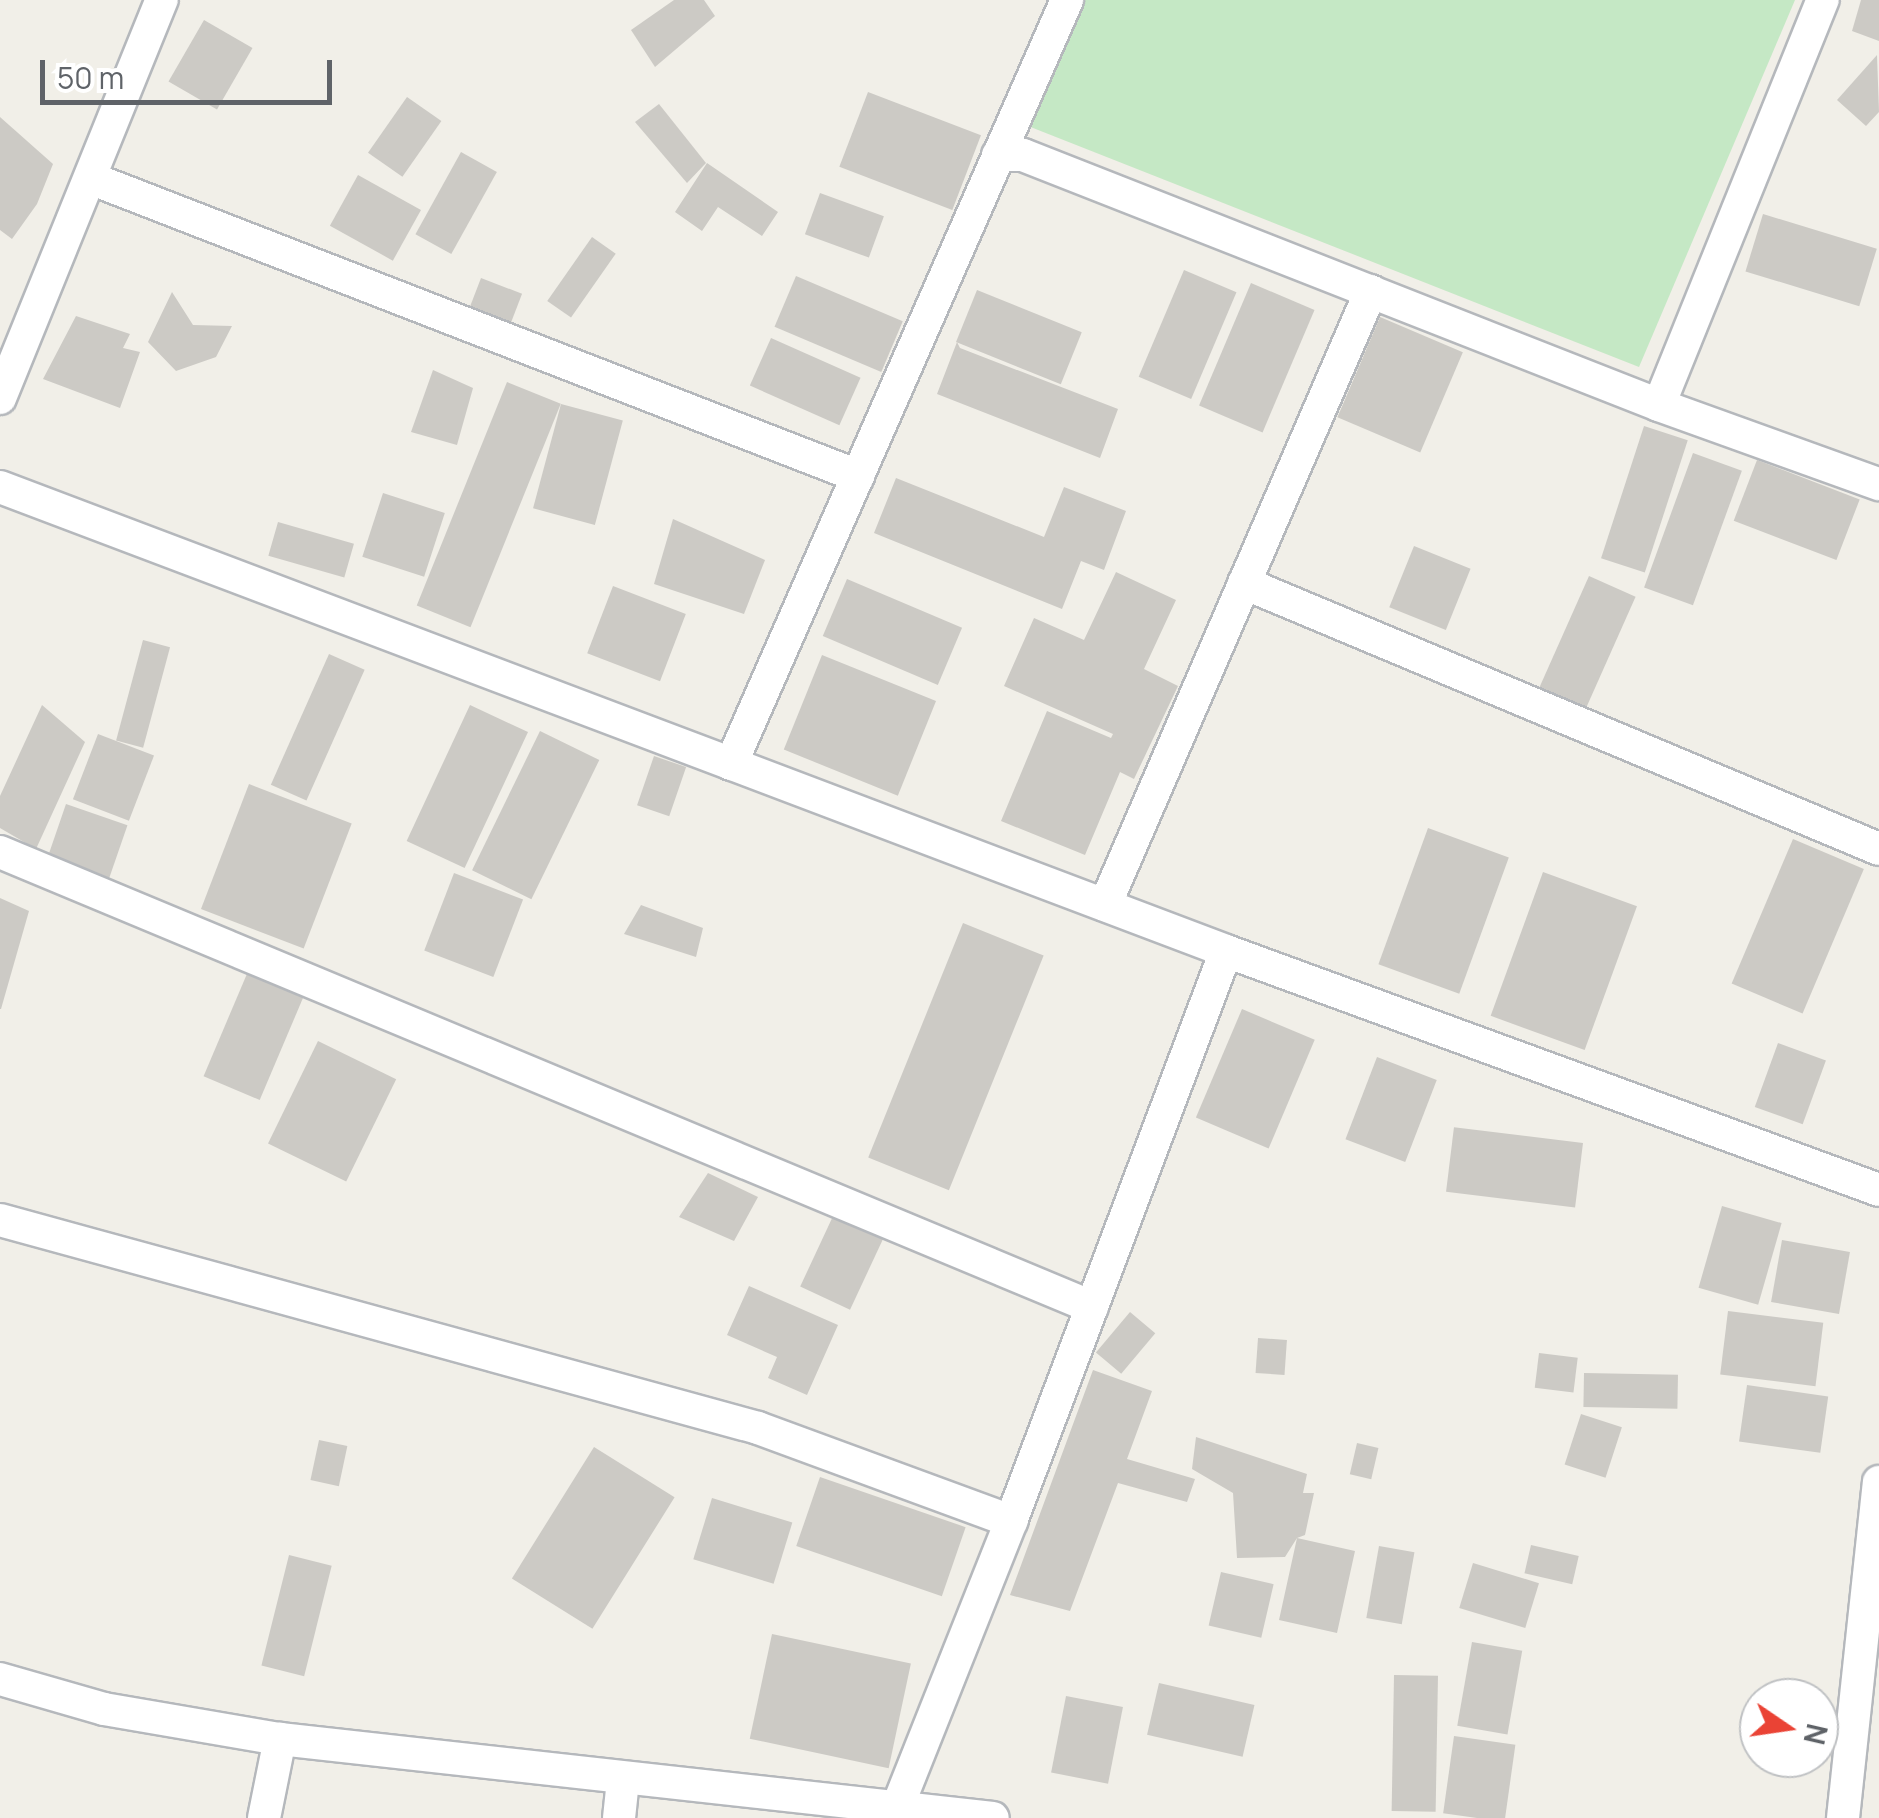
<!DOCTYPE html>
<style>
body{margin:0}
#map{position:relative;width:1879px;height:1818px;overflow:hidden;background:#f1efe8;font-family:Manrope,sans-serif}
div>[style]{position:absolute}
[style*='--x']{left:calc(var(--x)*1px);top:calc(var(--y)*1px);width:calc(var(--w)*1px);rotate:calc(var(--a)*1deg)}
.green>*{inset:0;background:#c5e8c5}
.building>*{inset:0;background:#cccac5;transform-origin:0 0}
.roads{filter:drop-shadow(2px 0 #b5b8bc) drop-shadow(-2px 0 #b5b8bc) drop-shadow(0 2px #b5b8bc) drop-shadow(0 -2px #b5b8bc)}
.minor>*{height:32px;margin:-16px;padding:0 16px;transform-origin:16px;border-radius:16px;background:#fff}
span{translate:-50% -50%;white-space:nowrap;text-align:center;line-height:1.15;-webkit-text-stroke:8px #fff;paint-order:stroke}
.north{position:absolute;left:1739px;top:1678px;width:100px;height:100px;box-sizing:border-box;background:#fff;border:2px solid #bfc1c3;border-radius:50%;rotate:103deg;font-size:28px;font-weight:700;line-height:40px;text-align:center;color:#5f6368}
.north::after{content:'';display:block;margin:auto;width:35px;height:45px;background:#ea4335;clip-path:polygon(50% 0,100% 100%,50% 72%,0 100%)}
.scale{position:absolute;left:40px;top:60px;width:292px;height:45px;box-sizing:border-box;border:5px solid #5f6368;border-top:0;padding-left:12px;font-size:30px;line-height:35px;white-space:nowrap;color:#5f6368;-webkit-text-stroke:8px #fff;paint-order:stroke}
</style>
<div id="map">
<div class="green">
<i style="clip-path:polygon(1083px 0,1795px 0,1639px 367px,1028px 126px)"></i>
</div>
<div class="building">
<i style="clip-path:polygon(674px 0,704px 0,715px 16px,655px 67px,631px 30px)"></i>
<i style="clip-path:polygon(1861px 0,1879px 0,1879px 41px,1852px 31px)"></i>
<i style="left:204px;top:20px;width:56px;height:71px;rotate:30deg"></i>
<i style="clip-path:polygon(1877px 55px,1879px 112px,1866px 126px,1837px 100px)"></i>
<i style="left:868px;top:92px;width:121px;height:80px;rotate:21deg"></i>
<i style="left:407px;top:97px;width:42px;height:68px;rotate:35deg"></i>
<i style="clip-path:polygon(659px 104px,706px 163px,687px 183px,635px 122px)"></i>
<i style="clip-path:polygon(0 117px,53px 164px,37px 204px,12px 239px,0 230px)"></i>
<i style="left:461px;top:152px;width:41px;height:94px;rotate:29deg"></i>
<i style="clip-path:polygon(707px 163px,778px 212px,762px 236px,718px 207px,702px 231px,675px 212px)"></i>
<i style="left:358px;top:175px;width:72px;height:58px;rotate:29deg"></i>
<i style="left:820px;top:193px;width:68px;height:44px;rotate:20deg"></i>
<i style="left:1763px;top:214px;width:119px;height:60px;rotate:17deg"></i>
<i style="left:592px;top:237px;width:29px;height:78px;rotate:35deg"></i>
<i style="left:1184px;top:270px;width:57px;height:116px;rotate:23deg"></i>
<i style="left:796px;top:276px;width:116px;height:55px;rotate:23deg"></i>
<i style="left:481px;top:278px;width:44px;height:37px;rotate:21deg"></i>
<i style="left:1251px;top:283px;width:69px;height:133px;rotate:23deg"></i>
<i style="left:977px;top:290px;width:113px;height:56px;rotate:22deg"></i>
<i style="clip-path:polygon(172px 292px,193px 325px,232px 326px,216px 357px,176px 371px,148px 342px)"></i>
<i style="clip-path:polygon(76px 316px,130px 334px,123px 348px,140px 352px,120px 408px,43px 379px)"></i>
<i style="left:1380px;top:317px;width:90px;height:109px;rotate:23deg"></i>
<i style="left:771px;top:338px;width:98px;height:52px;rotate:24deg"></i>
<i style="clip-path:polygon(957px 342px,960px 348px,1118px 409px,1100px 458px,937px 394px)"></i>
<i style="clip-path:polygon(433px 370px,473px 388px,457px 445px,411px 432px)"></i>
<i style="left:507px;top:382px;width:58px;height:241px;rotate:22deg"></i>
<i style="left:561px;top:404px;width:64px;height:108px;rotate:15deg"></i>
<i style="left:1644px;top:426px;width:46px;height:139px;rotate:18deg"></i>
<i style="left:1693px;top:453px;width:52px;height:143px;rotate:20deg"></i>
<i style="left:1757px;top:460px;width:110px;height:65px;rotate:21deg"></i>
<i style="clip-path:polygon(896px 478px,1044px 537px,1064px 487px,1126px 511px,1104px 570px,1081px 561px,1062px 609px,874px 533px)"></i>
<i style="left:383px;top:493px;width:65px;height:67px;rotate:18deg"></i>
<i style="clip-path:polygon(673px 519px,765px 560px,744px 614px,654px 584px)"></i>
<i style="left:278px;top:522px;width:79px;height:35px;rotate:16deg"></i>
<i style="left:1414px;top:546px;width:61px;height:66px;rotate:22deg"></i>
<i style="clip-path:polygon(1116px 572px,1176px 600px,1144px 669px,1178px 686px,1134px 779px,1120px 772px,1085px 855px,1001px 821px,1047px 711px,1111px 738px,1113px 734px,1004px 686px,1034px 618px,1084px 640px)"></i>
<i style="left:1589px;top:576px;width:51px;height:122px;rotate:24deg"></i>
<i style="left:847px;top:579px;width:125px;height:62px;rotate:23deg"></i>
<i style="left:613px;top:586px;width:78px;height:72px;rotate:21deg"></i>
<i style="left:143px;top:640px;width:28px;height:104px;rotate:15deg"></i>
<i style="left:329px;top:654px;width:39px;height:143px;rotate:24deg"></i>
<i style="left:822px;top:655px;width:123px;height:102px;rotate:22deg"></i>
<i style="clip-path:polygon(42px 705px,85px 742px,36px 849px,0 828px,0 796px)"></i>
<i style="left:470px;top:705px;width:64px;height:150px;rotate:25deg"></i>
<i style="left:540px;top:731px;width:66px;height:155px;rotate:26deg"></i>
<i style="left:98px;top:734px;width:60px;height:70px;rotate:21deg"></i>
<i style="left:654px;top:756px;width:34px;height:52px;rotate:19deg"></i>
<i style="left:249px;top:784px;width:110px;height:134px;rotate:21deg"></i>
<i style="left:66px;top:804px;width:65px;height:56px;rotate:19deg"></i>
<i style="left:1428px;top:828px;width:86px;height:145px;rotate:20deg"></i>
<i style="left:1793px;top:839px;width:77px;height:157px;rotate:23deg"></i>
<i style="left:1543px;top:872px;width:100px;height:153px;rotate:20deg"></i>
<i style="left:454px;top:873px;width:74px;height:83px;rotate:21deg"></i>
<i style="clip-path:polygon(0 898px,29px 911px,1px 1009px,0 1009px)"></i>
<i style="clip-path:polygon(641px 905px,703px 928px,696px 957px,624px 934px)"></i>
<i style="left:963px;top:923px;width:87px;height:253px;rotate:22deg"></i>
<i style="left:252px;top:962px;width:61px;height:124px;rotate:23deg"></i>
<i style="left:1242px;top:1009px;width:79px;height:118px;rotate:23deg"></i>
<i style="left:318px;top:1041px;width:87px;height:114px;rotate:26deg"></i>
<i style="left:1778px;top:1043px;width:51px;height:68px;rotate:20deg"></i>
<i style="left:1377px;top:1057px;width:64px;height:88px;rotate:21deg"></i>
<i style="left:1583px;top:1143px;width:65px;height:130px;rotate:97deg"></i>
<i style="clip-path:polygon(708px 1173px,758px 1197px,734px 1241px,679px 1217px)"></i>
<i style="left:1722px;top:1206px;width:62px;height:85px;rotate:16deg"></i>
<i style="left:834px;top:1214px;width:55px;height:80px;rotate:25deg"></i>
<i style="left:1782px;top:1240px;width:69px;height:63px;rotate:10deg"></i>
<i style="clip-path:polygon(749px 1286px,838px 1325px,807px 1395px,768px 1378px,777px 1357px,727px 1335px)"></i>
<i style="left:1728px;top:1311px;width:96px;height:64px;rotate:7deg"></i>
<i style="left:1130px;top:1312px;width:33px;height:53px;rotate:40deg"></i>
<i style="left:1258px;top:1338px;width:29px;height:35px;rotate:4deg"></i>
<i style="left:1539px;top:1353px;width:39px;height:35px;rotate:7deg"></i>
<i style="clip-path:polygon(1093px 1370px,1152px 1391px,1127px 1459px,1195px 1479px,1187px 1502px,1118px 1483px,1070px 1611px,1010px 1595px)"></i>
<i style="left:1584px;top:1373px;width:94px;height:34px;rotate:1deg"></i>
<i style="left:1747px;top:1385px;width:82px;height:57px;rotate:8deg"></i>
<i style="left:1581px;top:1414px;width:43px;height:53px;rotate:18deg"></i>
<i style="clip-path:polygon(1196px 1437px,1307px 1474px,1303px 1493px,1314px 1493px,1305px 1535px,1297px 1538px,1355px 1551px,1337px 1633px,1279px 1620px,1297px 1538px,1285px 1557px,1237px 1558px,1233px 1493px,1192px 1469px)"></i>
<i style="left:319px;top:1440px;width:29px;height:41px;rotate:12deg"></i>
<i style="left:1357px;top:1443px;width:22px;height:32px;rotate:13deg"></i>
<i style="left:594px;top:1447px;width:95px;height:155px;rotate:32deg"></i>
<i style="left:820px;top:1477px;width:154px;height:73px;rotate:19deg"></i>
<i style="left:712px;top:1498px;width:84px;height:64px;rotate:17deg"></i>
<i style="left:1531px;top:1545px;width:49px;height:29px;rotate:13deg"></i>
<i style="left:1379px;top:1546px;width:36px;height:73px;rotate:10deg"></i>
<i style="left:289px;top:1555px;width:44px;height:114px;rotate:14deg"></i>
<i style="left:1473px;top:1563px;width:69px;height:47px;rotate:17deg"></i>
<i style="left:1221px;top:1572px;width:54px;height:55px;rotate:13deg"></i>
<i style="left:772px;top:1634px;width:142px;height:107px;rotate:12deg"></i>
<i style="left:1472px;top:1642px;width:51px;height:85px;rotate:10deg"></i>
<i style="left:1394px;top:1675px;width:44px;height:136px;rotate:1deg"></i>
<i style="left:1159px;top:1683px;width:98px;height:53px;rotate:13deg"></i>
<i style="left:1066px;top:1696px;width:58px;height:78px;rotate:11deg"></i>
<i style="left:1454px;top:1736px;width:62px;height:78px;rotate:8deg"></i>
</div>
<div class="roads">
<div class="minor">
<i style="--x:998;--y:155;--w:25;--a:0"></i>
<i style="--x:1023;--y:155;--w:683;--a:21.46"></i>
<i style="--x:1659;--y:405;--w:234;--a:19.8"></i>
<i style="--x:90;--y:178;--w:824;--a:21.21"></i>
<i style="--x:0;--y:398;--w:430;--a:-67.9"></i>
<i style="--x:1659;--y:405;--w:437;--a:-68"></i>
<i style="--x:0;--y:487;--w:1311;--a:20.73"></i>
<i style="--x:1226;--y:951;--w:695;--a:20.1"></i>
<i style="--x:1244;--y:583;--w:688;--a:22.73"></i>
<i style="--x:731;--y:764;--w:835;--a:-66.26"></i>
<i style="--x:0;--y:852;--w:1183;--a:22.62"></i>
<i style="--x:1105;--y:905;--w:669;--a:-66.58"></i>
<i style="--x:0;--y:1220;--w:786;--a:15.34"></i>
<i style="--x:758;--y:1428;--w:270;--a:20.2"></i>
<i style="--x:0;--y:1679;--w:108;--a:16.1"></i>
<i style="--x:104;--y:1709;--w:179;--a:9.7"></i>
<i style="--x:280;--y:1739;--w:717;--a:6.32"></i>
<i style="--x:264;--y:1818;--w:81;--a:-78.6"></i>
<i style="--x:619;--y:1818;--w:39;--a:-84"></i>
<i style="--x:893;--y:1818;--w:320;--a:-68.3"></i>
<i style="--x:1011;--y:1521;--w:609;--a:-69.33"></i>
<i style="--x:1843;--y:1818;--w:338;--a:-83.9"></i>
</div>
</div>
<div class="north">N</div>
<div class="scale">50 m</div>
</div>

→ **PROBLEM REQUIREMENTS**
Verbatim copy, pictures excluded: output the lines from the first line of the records above through the line containing "0 #b5b8bc) drop-shadow(-2px".

→ **EXPECTED ANSWER**
<!DOCTYPE html>
<style>
body{margin:0}
#map{position:relative;width:1879px;height:1818px;overflow:hidden;background:#f1efe8;font-family:Manrope,sans-serif}
div>[style]{position:absolute}
[style*='--x']{left:calc(var(--x)*1px);top:calc(var(--y)*1px);width:calc(var(--w)*1px);rotate:calc(var(--a)*1deg)}
.green>*{inset:0;background:#c5e8c5}
.building>*{inset:0;background:#cccac5;transform-origin:0 0}
.roads{filter:drop-shadow(2px 0 #b5b8bc) drop-shadow(-2px 0 #b5b8bc) drop-shadow(0 2px #b5b8bc) drop-shadow(0 -2px #b5b8bc)}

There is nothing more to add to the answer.